4. Automated Task flows:

The modern task flow is also a far cry from the old paper checklist. Increasingly, attorneys are looking to automation to build efficiency into their practice. An automated task flow makes each stage of trial preparation as simple as possible. Tasks are automatically assigned to the relevant team member at the right time.

The administrative work can move forward with ease. This gives you more time to focus on the work that wins cases: in-depth research, creative thinking, and powerful written and oral arguments.

Even as the experience grows rarer, the ideal of a jury trial still rests deep in many attorneys. Maybe it’s the reason we became attorneys in the first place. We watched Matlock and My Cousin Vinny. We saw those charismatic closing arguments. We fantasized that one day that would be us up there.

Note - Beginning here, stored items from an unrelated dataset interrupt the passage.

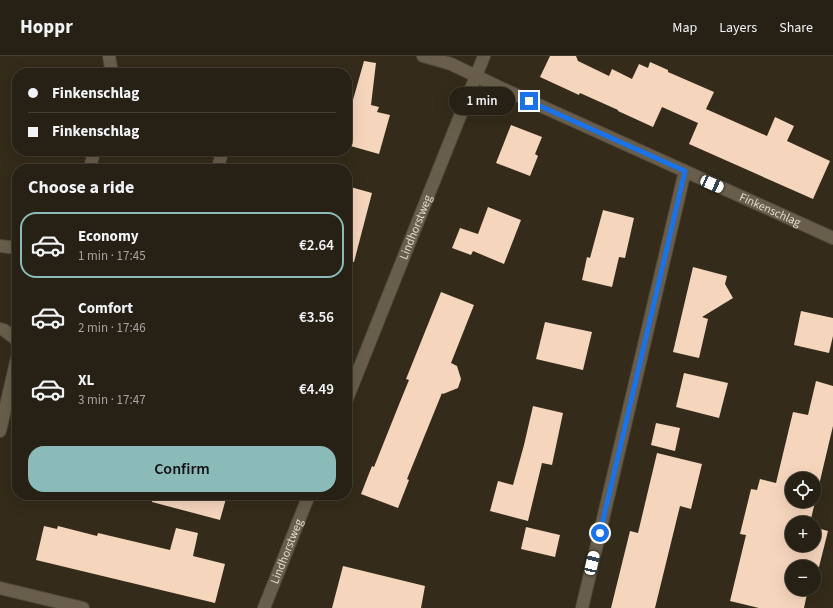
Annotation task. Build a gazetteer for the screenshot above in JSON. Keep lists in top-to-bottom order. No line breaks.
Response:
{"streets":{"street":["Finkenschlag","Lindhorstweg"]},"crossings":[["Finkenschlag","Lindhorstweg"]],"page":{"header":"Hoppr","nav":["Map","Layers","Share"],"banner":["Finkenschlag","Finkenschlag"],"bubble":"1 min","heading":"Choose a ride","list":[{"name":"Economy","note":"1 min · 17:45","value":"€2.64"},{"name":"Comfort","note":"2 min · 17:46","value":"€3.56"},{"name":"XL","note":"3 min · 17:47","value":"€4.49"}],"buttons":"Confirm","map_buttons":["+","−"]}}
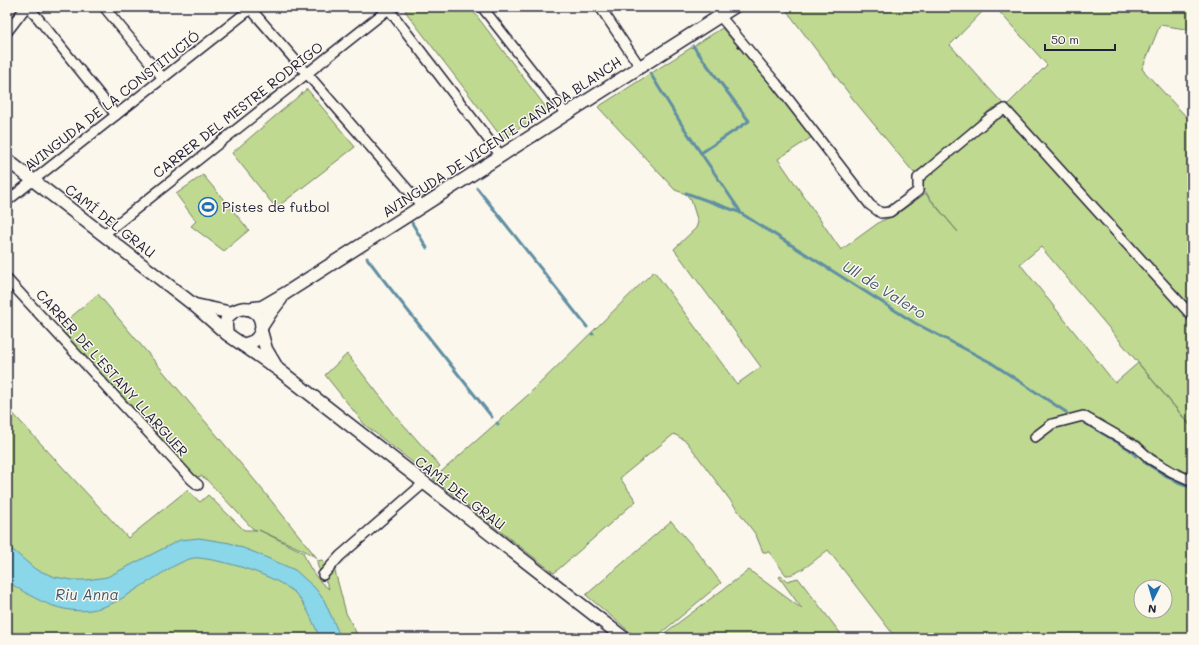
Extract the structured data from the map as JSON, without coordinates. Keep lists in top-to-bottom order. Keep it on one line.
{"streets":{"street":["AVINGUDA DE LA CONSTITUCIÓ","CARRER DEL MESTRE RODRIGO","AVINGUDA DE VICENTE CAÑADA BLANCH","CAMÍ DEL GRAU","CARRER DE L'ESTANY LLARGUER"]},"crossings":[["AVINGUDA DE LA CONSTITUCIÓ","CAMÍ DEL GRAU"],["CARRER DEL MESTRE RODRIGO","CAMÍ DEL GRAU"],["AVINGUDA DE VICENTE CAÑADA BLANCH","CAMÍ DEL GRAU"]],"water":["Ull de Valero","Riu Anna"],"places":{"sports":["Pistes de futbol"]},"scale_bar":"50 m","north":"bottom"}
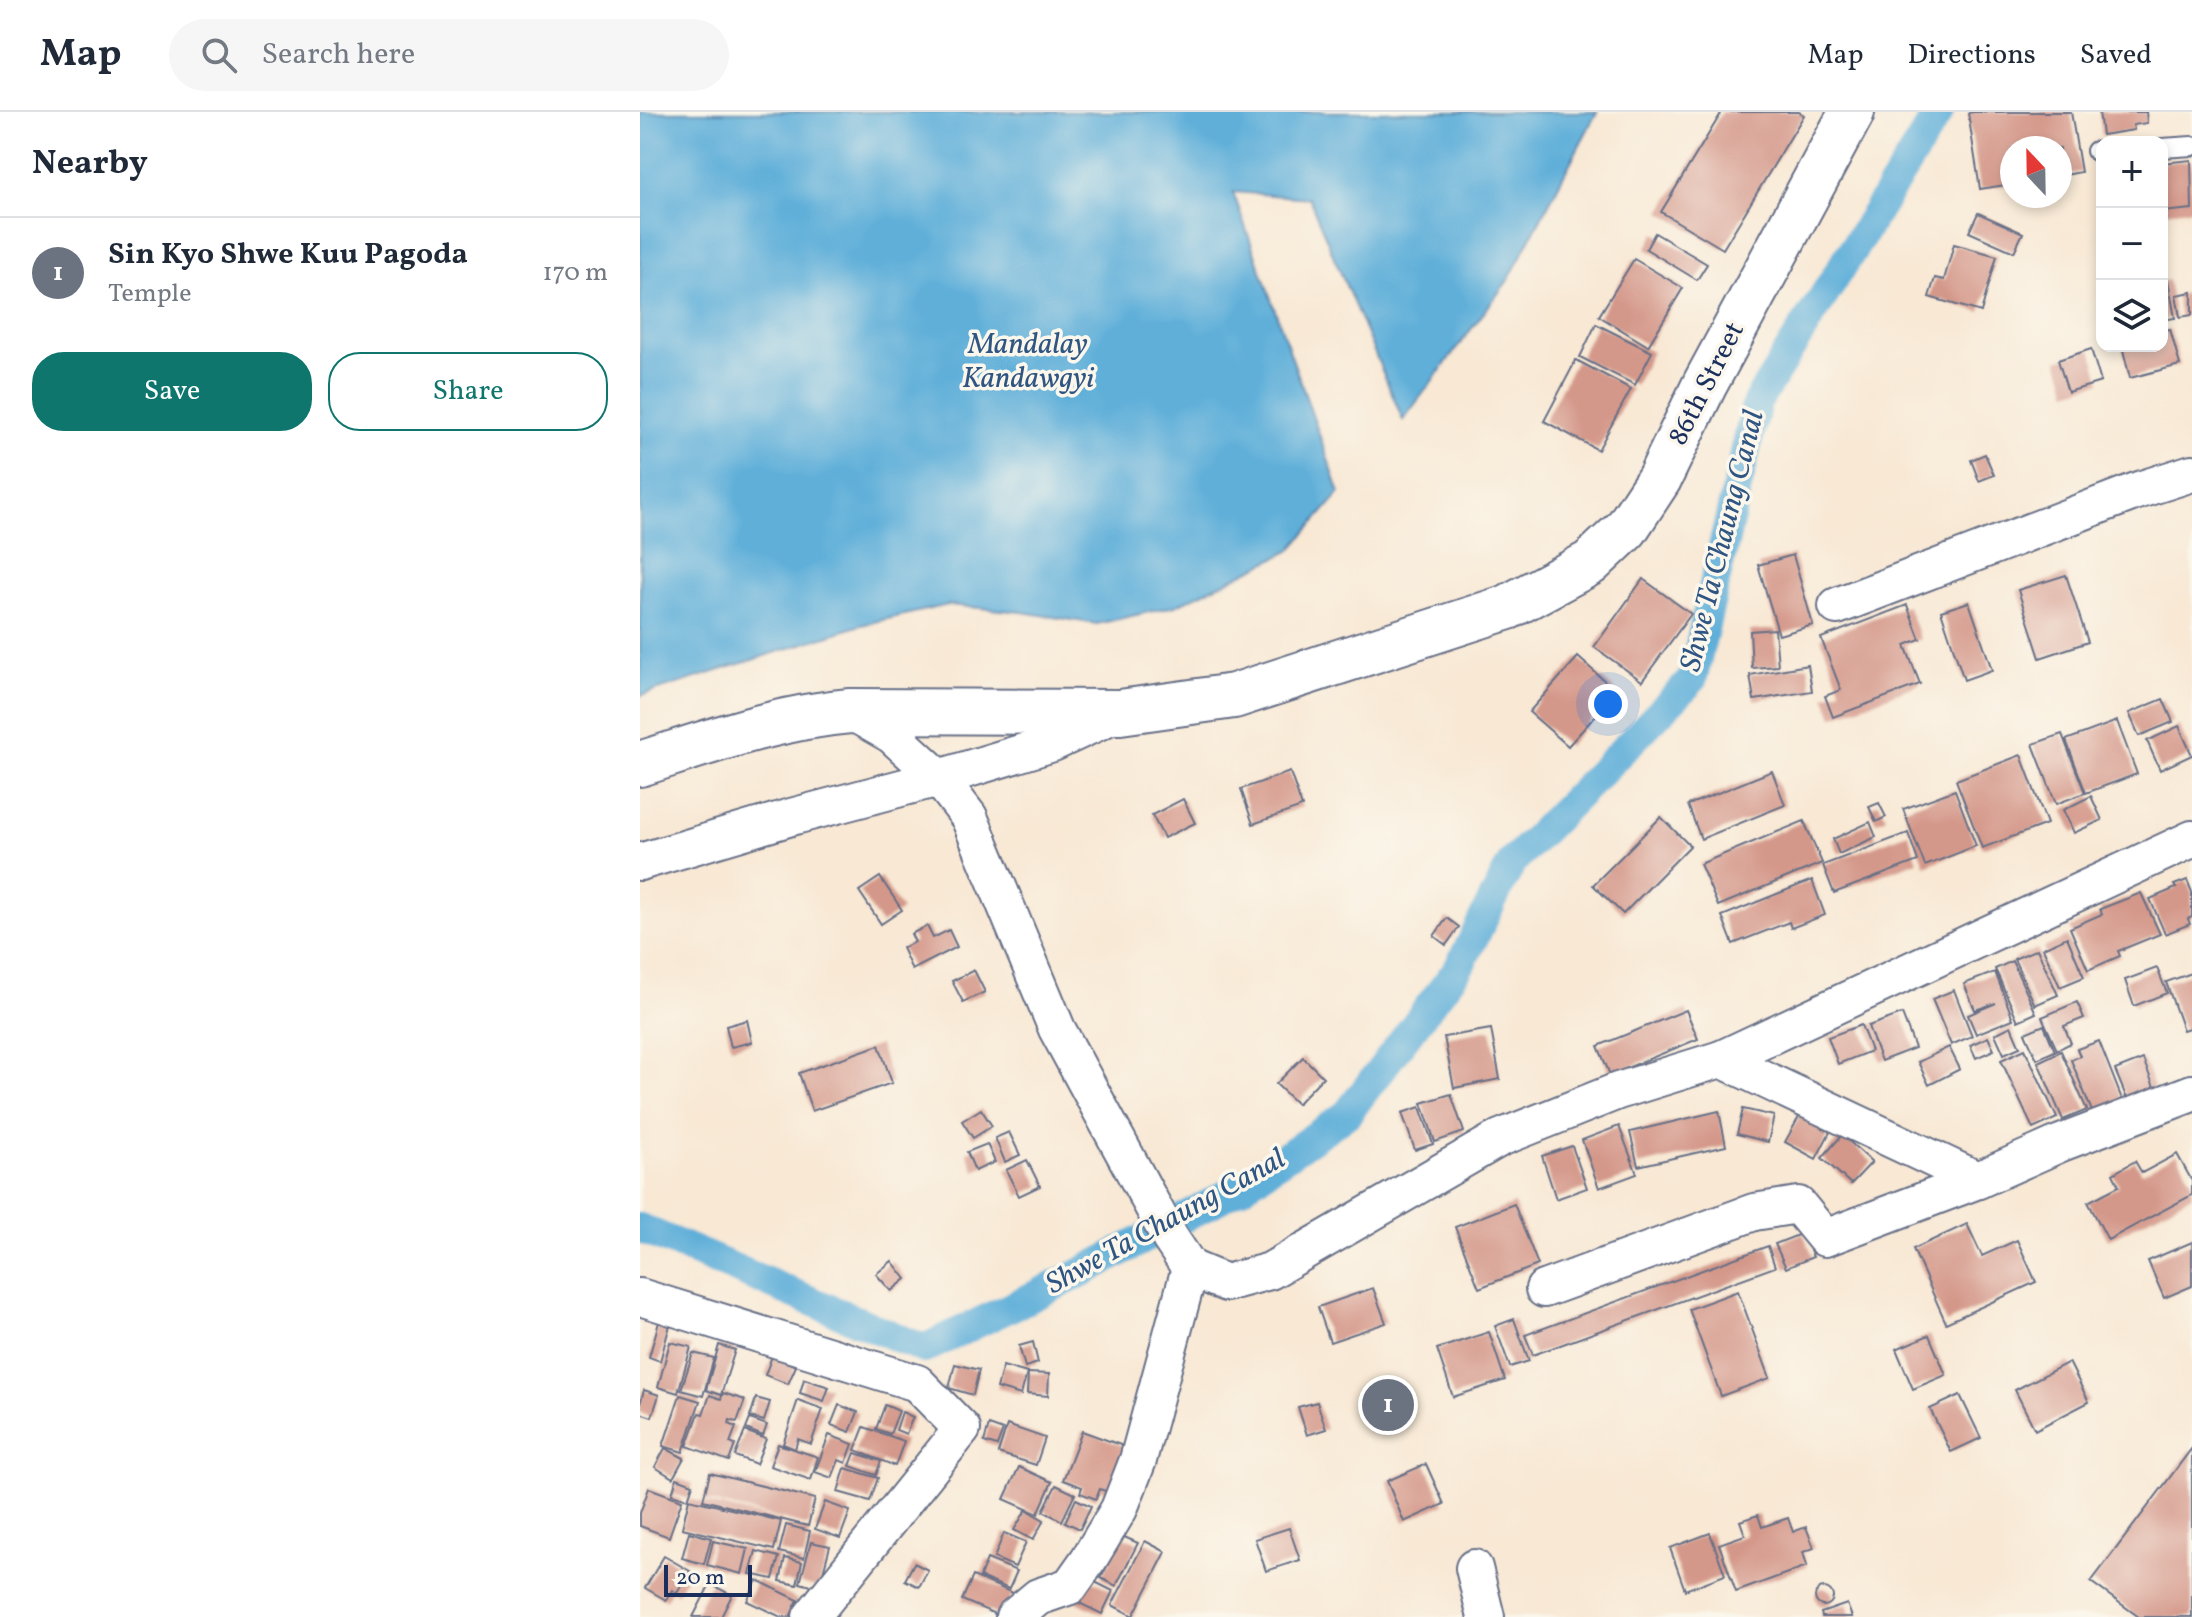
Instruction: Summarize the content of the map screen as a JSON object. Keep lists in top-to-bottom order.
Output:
{
  "streets": {
    "main road": ["86th Street"]
  },
  "water": ["Mandalay Kandawgyi", "Shwe Ta Chaung Canal"],
  "scale_bar": "20 m",
  "north": "top",
  "page": {
    "header": "Map",
    "search": "Search here",
    "nav": ["Map", "Directions", "Saved"],
    "heading": "Nearby",
    "map_buttons": ["+", "−"],
    "list": [
      {
        "mark": "1",
        "name": "Sin Kyo Shwe Kuu Pagoda",
        "note": "Temple",
        "value": "170 m"
      }
    ],
    "buttons": ["Save", "Share"],
    "pins": "1",
    "scale": "20 m"
  }
}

Of course, the fantasy faded. We learned there are no surprise expert witnesses or last-minute clues that make the real murderer spontaneously confess in court. But the foundation of a jury trial is no fantasy. It’s a reality still available to brave attorneys.

Trial attorneys now face a myriad of forces against them. But one of these, at least, is in our control. It’s our own fear. With the right tools and preparation, we can calm our fears, gain confidence, and become the kind of attorney we always wanted to be.